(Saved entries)
________________

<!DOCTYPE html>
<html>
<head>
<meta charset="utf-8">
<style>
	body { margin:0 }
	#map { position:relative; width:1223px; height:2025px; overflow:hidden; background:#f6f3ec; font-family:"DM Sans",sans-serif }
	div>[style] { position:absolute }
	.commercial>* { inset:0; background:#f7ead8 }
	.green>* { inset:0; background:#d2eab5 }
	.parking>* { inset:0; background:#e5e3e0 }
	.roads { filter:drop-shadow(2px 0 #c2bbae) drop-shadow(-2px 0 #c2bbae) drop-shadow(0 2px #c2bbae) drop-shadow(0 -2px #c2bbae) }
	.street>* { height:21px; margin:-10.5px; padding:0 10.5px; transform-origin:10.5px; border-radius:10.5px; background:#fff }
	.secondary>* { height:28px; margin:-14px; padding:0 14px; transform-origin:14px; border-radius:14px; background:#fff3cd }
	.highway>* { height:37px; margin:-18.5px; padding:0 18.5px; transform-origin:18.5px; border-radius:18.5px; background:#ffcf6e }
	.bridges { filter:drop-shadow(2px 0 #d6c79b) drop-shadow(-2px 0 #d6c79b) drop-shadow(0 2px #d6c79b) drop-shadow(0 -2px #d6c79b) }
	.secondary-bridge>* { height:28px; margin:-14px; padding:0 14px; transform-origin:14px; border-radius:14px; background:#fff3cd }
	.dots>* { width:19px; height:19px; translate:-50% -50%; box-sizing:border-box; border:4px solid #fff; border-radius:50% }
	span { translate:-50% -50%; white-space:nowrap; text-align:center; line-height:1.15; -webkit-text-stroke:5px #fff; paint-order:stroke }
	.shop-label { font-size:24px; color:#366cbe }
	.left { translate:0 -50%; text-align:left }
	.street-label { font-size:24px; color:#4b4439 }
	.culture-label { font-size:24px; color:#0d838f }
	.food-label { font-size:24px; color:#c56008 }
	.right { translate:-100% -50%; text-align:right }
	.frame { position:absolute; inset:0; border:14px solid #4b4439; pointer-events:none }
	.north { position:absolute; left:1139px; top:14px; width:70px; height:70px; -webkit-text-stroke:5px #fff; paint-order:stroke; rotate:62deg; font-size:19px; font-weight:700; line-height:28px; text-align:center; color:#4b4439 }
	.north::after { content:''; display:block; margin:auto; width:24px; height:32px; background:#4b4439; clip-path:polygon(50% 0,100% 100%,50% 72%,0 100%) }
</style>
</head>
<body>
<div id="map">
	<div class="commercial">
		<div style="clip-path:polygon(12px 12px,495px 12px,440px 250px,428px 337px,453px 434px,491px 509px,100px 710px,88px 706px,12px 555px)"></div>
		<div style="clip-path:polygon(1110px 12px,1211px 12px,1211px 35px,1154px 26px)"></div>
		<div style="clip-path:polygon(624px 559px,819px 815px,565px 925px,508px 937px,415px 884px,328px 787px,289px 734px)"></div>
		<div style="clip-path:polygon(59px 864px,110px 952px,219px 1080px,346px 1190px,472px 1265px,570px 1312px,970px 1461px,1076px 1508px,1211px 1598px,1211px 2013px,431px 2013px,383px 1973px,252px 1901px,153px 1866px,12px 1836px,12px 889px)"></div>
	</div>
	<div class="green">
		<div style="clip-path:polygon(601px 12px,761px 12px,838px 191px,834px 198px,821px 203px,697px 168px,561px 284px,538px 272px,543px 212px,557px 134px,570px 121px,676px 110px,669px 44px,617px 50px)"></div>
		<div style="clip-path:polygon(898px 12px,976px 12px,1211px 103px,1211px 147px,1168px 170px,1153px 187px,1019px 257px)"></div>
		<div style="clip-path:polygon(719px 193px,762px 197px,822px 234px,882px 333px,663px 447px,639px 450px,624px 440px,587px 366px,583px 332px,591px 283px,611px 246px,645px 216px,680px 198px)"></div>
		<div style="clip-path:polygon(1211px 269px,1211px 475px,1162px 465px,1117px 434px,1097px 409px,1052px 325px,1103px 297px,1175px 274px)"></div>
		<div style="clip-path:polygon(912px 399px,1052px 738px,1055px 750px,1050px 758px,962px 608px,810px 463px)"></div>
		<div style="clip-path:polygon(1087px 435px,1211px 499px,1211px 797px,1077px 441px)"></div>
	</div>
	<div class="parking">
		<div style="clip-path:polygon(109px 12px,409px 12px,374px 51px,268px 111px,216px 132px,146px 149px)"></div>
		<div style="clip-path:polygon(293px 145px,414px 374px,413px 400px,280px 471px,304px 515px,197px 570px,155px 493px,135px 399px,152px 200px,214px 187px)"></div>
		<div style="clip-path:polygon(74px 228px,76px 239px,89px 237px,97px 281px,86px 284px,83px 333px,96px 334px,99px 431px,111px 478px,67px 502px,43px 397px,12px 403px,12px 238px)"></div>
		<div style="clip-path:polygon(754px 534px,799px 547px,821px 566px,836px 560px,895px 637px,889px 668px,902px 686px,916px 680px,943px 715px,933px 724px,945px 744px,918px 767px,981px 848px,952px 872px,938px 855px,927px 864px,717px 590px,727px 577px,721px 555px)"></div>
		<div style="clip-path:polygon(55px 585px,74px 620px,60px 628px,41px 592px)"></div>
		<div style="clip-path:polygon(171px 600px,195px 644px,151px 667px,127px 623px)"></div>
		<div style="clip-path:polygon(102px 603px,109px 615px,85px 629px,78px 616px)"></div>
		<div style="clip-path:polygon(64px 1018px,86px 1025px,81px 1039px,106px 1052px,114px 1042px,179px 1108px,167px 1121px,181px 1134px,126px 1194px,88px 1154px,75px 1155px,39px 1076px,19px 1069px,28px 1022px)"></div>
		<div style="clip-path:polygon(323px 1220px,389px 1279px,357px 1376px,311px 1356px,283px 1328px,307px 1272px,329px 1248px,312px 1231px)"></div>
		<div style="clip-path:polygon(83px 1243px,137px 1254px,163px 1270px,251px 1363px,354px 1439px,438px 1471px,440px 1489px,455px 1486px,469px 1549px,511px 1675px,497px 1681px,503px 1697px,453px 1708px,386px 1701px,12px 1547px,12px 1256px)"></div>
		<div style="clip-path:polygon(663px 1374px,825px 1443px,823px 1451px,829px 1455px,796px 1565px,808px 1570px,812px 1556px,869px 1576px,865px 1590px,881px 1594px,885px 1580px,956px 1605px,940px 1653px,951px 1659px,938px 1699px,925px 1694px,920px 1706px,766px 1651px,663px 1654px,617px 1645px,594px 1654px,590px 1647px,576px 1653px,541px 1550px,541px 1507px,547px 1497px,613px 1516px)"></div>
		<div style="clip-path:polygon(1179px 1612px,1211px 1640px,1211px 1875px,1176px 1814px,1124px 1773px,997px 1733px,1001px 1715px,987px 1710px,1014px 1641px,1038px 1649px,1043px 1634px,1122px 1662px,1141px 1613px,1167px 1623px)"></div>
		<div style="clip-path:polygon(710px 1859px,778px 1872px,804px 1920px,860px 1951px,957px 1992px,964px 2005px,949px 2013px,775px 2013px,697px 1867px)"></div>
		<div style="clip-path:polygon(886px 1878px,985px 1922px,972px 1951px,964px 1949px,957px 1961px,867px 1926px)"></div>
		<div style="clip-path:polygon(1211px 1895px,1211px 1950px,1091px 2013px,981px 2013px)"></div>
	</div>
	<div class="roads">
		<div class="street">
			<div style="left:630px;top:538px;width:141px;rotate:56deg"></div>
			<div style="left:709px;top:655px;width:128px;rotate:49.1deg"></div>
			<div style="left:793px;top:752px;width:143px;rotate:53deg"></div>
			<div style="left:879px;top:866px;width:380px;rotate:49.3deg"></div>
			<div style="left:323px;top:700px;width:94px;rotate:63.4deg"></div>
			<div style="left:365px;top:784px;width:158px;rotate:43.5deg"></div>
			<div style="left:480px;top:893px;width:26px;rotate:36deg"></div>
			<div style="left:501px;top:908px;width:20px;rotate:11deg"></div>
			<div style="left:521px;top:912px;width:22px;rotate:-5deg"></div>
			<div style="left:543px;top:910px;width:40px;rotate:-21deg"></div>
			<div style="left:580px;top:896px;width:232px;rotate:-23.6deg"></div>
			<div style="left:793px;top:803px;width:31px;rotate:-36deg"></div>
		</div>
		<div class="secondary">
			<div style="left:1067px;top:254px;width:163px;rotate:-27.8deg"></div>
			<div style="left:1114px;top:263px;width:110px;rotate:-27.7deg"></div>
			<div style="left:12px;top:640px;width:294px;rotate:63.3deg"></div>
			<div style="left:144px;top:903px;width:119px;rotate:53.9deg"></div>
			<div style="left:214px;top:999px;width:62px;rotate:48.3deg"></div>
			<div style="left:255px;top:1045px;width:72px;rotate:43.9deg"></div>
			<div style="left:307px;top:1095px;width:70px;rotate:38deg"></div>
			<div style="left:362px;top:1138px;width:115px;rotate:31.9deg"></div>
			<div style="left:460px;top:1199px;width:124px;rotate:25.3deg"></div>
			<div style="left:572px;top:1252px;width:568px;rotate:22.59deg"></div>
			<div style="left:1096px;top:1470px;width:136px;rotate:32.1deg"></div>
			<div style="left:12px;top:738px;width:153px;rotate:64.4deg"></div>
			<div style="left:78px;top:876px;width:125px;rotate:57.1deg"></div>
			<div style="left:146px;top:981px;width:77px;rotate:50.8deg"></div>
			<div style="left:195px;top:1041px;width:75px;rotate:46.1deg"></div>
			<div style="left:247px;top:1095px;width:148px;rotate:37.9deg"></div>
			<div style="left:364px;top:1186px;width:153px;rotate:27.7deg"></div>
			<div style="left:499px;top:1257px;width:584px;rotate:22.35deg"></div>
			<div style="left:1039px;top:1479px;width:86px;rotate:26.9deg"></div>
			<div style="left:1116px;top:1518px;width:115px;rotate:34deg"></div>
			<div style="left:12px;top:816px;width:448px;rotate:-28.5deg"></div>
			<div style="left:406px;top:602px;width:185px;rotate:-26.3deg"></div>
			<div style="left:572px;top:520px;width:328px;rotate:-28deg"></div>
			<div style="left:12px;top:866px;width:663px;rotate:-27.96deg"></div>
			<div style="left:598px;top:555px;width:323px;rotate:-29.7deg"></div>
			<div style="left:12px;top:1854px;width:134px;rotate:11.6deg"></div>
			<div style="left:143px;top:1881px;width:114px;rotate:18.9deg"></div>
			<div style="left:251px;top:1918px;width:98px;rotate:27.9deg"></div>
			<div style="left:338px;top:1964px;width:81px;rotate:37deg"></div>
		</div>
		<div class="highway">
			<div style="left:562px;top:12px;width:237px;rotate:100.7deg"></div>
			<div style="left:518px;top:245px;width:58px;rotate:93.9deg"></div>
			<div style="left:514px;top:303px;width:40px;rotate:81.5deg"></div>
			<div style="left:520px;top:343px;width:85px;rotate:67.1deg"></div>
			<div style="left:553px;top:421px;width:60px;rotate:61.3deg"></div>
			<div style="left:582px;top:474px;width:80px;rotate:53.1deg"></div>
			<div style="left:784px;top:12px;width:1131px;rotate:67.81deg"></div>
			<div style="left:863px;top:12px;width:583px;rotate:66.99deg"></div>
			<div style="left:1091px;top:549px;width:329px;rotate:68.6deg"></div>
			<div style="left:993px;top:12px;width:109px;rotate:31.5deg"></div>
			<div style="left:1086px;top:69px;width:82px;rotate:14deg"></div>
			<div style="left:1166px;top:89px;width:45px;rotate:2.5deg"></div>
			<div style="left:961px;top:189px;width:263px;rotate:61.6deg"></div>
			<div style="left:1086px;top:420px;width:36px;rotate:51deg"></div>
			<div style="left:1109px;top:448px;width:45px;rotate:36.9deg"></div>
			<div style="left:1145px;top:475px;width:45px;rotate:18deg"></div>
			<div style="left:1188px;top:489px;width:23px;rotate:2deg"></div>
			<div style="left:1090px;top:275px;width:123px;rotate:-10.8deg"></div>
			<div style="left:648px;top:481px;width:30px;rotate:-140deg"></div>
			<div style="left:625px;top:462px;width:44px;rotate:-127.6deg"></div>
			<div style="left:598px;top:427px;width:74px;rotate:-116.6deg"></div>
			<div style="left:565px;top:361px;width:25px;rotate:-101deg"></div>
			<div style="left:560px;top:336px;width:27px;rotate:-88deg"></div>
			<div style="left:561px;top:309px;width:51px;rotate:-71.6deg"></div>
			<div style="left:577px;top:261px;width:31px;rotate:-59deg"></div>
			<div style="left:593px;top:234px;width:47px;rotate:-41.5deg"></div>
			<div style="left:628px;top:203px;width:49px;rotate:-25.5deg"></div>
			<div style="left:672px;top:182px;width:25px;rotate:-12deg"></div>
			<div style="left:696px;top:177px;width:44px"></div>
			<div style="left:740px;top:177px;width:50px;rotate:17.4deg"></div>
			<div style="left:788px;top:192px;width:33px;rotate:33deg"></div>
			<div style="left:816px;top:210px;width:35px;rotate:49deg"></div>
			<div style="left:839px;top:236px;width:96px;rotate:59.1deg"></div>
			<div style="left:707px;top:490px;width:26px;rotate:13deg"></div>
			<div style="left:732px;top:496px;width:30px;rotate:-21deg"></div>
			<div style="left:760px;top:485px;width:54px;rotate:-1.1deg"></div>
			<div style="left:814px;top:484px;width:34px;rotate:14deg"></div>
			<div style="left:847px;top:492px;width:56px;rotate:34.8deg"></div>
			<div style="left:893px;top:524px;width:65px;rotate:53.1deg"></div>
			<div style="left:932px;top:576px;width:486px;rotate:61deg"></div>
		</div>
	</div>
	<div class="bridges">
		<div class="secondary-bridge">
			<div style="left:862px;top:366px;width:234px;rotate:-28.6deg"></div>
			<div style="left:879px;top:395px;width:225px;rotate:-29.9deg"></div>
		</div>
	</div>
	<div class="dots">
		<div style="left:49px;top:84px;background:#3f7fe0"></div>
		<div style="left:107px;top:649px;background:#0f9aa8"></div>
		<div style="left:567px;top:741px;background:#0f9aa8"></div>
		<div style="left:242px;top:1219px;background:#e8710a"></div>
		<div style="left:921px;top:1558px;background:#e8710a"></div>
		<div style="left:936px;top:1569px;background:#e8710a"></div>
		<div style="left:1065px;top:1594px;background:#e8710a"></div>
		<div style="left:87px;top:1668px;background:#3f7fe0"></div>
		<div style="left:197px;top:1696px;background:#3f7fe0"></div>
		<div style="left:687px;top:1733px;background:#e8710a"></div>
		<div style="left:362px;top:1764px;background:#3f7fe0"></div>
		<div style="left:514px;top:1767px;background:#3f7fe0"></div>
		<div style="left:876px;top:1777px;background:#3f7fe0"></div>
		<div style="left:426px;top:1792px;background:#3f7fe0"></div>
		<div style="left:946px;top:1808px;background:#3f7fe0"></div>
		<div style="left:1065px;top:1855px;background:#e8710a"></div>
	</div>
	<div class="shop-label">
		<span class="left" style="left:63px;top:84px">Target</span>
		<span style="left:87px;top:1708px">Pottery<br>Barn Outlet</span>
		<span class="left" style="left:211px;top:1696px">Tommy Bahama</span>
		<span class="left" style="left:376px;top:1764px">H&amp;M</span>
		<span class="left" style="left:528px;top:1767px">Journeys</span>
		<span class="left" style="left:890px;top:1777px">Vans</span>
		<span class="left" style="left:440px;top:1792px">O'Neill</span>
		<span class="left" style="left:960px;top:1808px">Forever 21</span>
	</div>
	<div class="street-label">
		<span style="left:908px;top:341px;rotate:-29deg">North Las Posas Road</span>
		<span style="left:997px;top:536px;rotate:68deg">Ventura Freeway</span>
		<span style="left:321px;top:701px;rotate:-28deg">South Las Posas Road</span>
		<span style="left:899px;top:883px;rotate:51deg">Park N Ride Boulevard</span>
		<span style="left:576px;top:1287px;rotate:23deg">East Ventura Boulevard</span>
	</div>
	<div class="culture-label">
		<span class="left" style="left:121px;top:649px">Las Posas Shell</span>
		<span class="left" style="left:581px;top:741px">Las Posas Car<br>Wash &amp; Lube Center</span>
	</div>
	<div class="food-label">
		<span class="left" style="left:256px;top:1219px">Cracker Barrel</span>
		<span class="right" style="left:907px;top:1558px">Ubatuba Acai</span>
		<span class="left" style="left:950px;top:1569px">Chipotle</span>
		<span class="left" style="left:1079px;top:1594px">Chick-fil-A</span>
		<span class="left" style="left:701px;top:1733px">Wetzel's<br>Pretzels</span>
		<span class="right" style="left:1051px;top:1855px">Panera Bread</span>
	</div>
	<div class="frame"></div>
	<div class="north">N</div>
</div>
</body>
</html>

________________

Look above and repeat, character for character, the lines from the first one to the line with "filter:drop-shadow(2px 0 #c2bbae)", counting both.

<!DOCTYPE html>
<html>
<head>
<meta charset="utf-8">
<style>
	body { margin:0 }
	#map { position:relative; width:1223px; height:2025px; overflow:hidden; background:#f6f3ec; font-family:"DM Sans",sans-serif }
	div>[style] { position:absolute }
	.commercial>* { inset:0; background:#f7ead8 }
	.green>* { inset:0; background:#d2eab5 }
	.parking>* { inset:0; background:#e5e3e0 }
	.roads { filter:drop-shadow(2px 0 #c2bbae) drop-shadow(-2px 0 #c2bbae) drop-shadow(0 2px #c2bbae) drop-shadow(0 -2px #c2bbae) }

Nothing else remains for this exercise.